[Dataset entries]
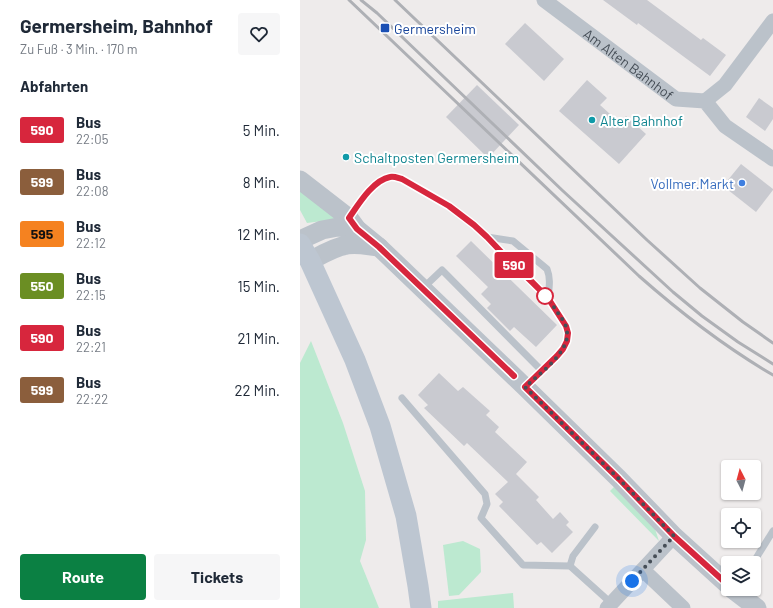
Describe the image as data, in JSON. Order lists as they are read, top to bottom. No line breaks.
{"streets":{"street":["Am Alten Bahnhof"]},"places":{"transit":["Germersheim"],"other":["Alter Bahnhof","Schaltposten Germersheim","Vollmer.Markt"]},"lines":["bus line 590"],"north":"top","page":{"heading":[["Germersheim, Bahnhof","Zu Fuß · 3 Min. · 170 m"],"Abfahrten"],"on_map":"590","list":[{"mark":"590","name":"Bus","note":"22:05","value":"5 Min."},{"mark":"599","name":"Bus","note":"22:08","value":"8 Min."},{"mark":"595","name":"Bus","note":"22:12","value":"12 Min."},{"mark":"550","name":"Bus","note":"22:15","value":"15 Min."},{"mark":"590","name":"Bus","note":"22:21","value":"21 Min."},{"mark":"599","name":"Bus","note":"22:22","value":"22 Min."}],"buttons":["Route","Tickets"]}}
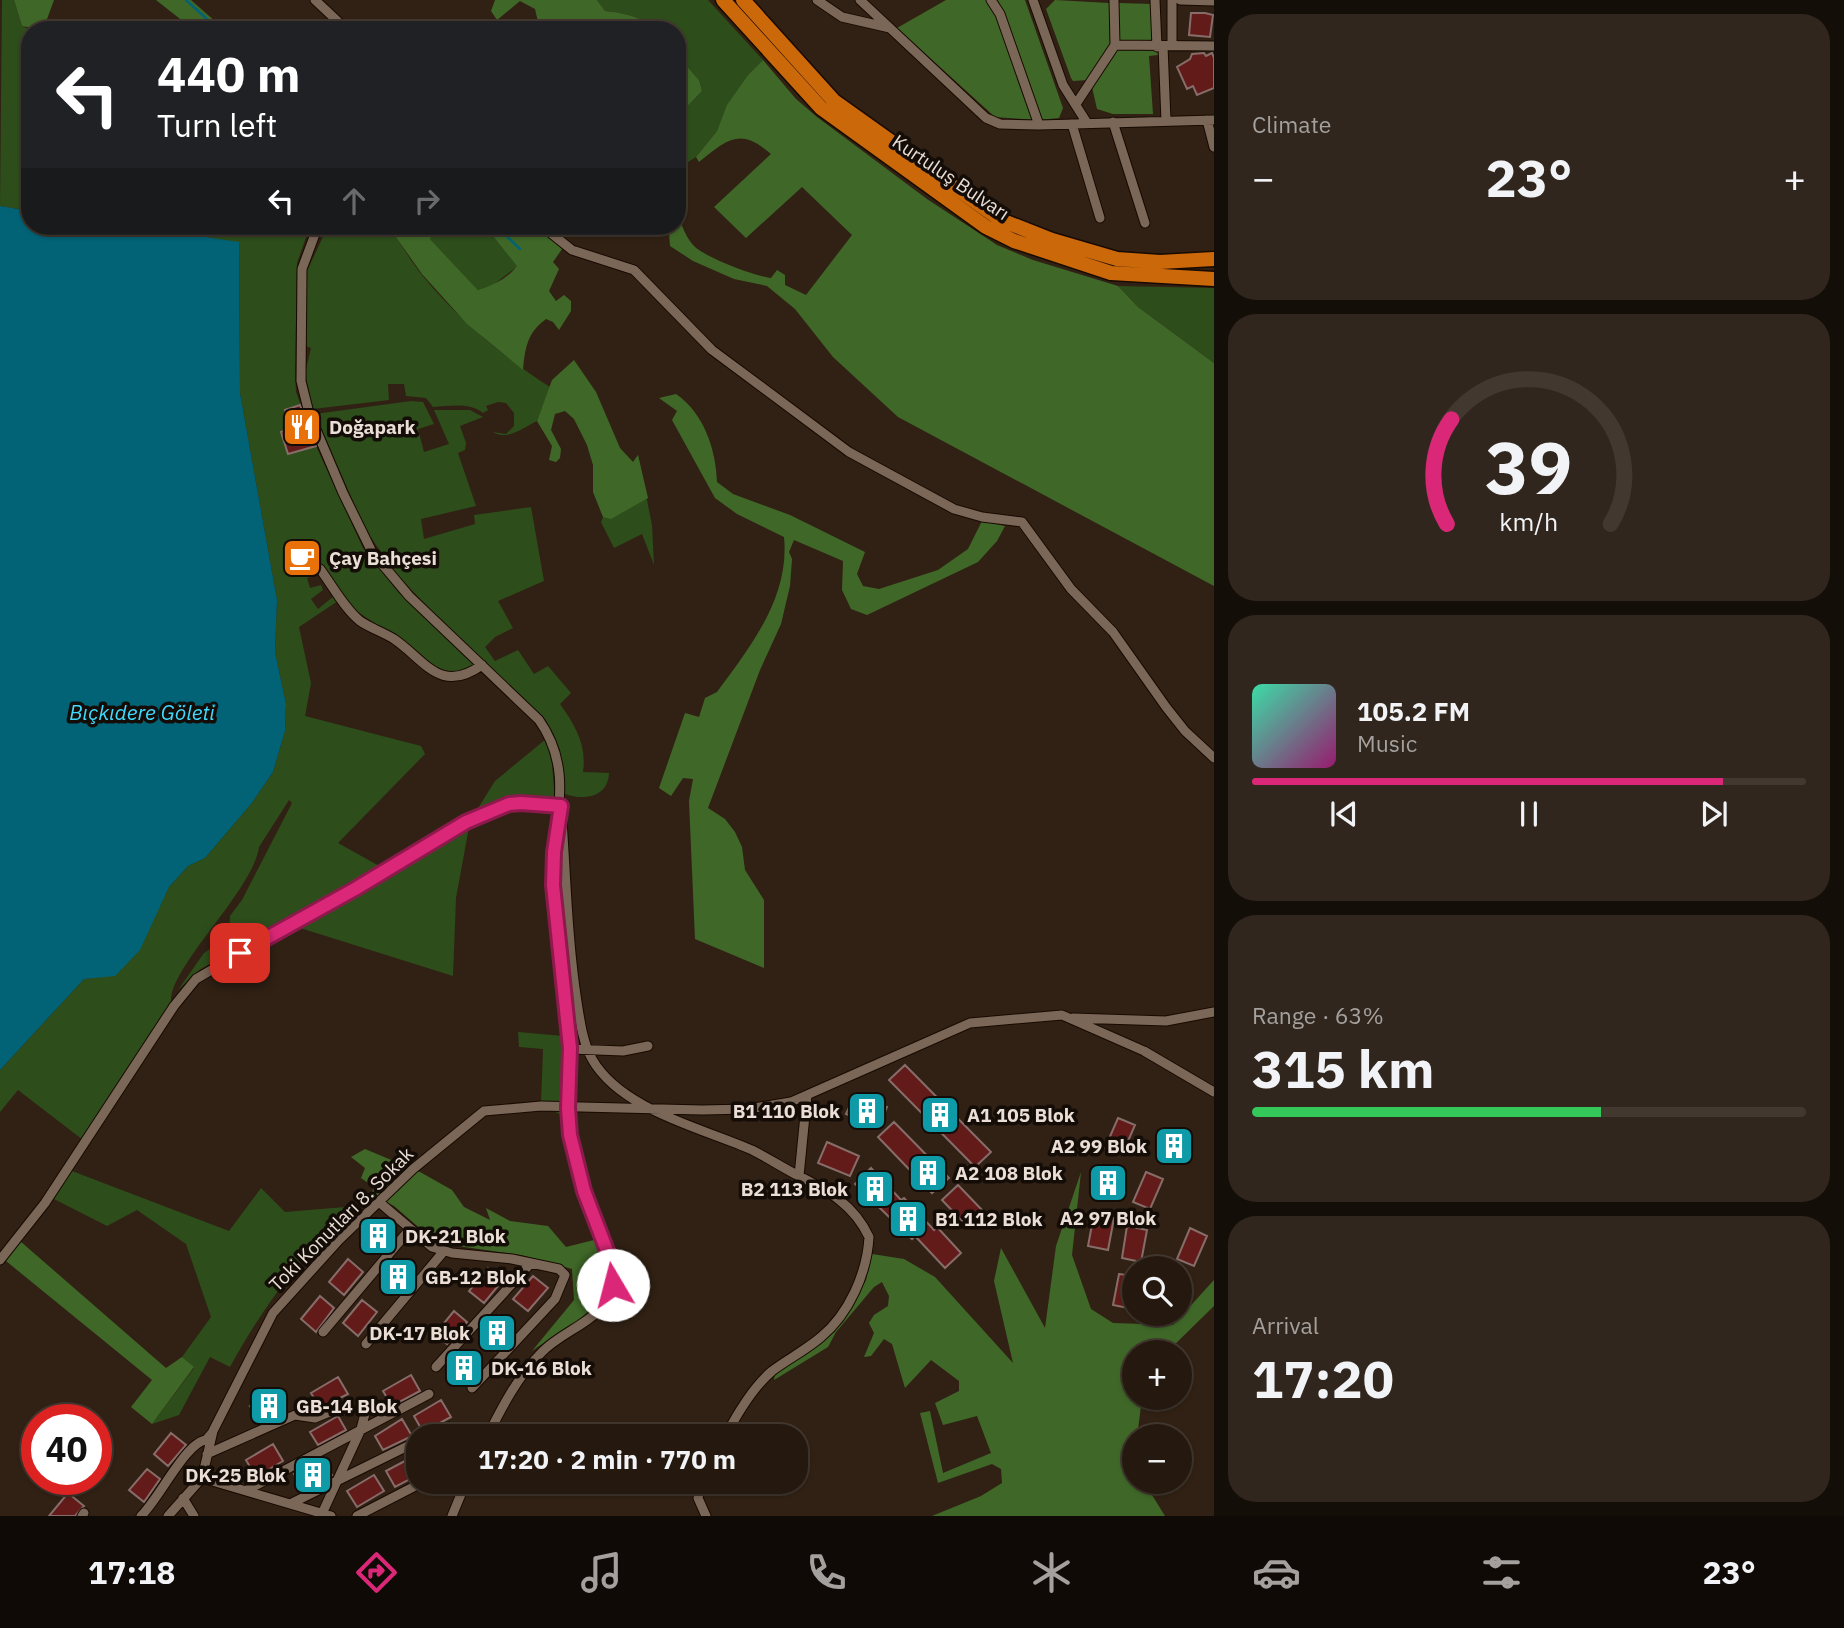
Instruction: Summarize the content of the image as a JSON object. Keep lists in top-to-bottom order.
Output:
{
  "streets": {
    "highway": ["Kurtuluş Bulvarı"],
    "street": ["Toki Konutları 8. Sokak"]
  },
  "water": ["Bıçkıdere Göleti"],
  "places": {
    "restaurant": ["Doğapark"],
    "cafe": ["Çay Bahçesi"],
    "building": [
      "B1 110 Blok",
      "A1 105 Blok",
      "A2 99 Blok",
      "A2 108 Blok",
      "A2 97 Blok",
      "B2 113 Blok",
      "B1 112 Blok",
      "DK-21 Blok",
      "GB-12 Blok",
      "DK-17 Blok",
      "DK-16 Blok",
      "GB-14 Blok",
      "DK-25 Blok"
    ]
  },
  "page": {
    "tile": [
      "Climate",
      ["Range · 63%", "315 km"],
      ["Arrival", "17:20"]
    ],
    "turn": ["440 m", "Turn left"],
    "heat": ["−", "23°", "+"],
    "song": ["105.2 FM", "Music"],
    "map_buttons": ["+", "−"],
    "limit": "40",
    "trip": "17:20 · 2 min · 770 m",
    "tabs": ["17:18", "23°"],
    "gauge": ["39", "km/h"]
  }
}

**ABOUT THIS TASK**
Copy exactly, and copy nothing else: the lines from the start of the data above through the line that holds "Instruction: Summarize the". The pictures stay out.

**WRITTEN ANSWER**
Describe the image as data, in JSON. Order lists as they are read, top to bottom. No line breaks.
{"streets":{"street":["Am Alten Bahnhof"]},"places":{"transit":["Germersheim"],"other":["Alter Bahnhof","Schaltposten Germersheim","Vollmer.Markt"]},"lines":["bus line 590"],"north":"top","page":{"heading":[["Germersheim, Bahnhof","Zu Fuß · 3 Min. · 170 m"],"Abfahrten"],"on_map":"590","list":[{"mark":"590","name":"Bus","note":"22:05","value":"5 Min."},{"mark":"599","name":"Bus","note":"22:08","value":"8 Min."},{"mark":"595","name":"Bus","note":"22:12","value":"12 Min."},{"mark":"550","name":"Bus","note":"22:15","value":"15 Min."},{"mark":"590","name":"Bus","note":"22:21","value":"21 Min."},{"mark":"599","name":"Bus","note":"22:22","value":"22 Min."}],"buttons":["Route","Tickets"]}}
Instruction: Summarize the content of the image as a JSON object. Keep lists in top-to-bottom order.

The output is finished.